DPR Nilai Praktik Beras Oplosan Melanggar Hak Konsumen

Ilustrasi - Karungan beras SPHP. Foto: Humas Bapanas

apakabar.co.id, JAKARTA – Anggota Komisi VI DPR RI Sarifah Suraidah Harum menilai maraknya praktik pengoplosan beras premium di berbagai daerah bukan sekadar pelanggaran perdagangan, melainkan sudah menyangkut pelanggaran hak konsumen.

Dia menegaskan praktik pengoplosan beras melanggar Undang-Undang Nomor 8 Tahun 1999 tentang Perlindungan Konsumen, di mana masyarakat berhak atas produk berkualitas dan informasi yang transparan.

“Ini sudah menyangkut hak konsumen yang dijamin undang-undang. Mengemas beras kualitas rendah sebagai produk premium adalah penipuan yang harus dihentikan,” kata Sarifah dalam keterangan yang diterima di Jakarta, Jumat (1/8).

Dia juga menilai praktik pengoplosan beras tersebut telah merusak kepercayaan publik terhadap sistem distribusi pangan nasional.

Baca juga: Mentan: 212 Merek Beras Terbukti Langgar Regulasi Pemerintah

Sarifah menekankan praktik pengoplosan beras berpotensi merugikan konsumen hingga Rp99,35 triliun per tahun, dengan rincian Rp34,21 triliun untuk beras premium dan Rp65,14 triliun untuk beras medium.
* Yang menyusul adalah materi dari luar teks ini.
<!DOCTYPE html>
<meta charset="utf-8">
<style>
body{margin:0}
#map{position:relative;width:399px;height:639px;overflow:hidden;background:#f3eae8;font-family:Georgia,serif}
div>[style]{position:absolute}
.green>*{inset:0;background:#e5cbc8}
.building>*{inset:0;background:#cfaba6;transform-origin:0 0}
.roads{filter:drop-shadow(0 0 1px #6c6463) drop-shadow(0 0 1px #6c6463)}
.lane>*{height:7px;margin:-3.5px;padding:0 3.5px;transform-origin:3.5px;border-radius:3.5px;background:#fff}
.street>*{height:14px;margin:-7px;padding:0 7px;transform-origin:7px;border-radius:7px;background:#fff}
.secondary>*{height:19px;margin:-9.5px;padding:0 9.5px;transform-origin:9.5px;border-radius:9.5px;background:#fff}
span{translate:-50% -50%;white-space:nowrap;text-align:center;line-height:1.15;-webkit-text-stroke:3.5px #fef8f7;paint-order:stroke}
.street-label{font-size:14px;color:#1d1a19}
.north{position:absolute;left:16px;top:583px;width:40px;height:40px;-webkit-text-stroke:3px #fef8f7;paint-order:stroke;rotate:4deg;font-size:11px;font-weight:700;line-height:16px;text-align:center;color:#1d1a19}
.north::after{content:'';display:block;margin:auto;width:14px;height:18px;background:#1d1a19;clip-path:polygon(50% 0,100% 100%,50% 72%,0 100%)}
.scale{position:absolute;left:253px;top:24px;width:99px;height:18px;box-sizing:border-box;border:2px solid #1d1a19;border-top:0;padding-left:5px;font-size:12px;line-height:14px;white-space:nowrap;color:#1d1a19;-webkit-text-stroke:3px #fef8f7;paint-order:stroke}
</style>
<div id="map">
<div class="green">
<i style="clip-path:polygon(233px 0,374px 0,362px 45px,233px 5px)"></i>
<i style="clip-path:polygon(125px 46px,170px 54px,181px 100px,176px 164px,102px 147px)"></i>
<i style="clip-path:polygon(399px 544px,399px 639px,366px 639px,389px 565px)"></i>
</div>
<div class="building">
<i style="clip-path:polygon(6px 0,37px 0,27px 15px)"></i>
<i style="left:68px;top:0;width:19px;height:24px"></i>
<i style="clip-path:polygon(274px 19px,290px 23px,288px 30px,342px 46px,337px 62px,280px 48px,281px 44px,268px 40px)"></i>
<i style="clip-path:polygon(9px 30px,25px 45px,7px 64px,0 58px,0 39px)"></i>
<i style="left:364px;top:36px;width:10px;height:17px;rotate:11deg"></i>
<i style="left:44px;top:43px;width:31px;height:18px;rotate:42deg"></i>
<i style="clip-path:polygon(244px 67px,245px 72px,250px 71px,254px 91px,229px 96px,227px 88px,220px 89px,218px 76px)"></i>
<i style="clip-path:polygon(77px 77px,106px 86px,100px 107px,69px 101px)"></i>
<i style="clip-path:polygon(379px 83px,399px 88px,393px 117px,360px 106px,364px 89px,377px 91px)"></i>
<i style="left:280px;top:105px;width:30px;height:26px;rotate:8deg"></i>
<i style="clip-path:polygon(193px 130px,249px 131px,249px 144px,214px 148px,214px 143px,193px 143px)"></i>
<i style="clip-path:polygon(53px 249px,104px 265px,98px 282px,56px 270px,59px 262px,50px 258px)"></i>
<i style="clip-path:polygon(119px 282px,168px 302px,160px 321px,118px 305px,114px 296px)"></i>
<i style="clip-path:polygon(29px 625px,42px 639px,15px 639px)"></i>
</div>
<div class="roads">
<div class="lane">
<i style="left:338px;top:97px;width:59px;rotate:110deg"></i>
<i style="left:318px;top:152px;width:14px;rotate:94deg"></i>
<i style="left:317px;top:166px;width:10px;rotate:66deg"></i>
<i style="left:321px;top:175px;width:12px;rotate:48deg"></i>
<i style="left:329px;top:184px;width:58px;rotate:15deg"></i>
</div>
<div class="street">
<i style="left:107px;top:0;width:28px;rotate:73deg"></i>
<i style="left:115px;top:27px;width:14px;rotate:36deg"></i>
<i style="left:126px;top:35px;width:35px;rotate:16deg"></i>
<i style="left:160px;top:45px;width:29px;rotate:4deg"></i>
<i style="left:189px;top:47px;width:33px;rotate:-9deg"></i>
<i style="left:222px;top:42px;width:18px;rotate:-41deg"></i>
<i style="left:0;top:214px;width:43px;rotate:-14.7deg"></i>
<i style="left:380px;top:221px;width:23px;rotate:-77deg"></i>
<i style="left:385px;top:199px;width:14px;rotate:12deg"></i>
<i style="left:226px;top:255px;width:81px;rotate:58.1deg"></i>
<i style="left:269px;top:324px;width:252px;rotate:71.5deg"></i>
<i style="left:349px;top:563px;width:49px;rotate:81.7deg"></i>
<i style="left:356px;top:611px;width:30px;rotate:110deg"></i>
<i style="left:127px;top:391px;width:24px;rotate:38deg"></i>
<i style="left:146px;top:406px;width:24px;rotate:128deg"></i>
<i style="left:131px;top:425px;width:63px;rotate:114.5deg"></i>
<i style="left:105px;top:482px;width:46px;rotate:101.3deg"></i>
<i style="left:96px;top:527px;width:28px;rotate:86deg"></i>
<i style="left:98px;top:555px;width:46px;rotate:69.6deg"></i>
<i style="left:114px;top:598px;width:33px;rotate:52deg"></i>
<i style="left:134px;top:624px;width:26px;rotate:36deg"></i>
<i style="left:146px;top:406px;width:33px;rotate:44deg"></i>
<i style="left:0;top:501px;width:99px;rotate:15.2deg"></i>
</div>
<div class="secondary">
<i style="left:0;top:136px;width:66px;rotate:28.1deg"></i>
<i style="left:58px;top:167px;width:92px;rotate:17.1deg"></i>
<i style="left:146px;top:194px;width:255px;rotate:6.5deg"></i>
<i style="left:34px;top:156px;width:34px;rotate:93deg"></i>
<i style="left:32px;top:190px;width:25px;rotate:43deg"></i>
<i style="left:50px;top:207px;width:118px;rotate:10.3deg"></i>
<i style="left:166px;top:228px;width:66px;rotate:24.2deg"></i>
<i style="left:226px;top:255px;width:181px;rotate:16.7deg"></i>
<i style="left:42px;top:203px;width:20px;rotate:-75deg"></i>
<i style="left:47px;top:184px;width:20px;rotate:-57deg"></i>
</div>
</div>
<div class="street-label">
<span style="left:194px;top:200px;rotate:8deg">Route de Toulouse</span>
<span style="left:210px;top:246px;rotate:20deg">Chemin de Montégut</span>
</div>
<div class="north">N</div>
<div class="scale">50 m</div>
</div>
Dia lantas menyinggung temuan Kementerian Pertanian dan Satgas Pangan Polri terhadap 212 merek beras bermasalah di pasaran, yang terdiri dari 136 beras premium dan 76 beras medium.

Di mana data menunjukkan, 85,56 persen beras premium dan 88,24 persen beras medium tidak memenuhi standar mutu, 95,12 persen dijual di atas Harga Eceran Tertinggi (HET), dan 21,66 persen memiliki berat kemasan tidak sesuai klaim.

Untuk itu, dia meminta pemerintah bertindak tegas, tidak hanya melalui pengawasan administratif, tetapi juga penindakan nyata terhadap produsen nakal.

“Kementerian Perdagangan harus evaluasi izin perdagangan pelaku. Ini soal kepercayaan masyarakat terhadap sistem pangan nasional,” ujarnya.

Baca juga: Bahaya Praktik Beras Oplosan Ancam Stabilitas Sosial

Dia memaparkan pula empat langkah strategis dalam menangani praktik pengoplosan beras yaitu evaluasi izin produsen pelanggar; pemberian sanksi tegas baik administratif maupun pidana; digitalisasi pengawasan mutu beras via QR Code; serta pelibatan Badan Perlindungan Konsumen Nasional (BPKN) dalam perumusan kebijakan pengawasan pangan.

“Ini momentum perbaikan total. Distribusi pangan harus direformasi agar rakyat dapat produk berkualitas dengan harga wajar. Jangan sampai mereka dirugikan dua kali: kualitas dan harga,” katanya

Dia pun berharap dengan langkah konkret tersebut maka diharapkan praktik kecurangan dalam distribusi beras dapat diberantas, sekaligus memulihkan kepercayaan masyarakat terhadap sistem pangan nasional.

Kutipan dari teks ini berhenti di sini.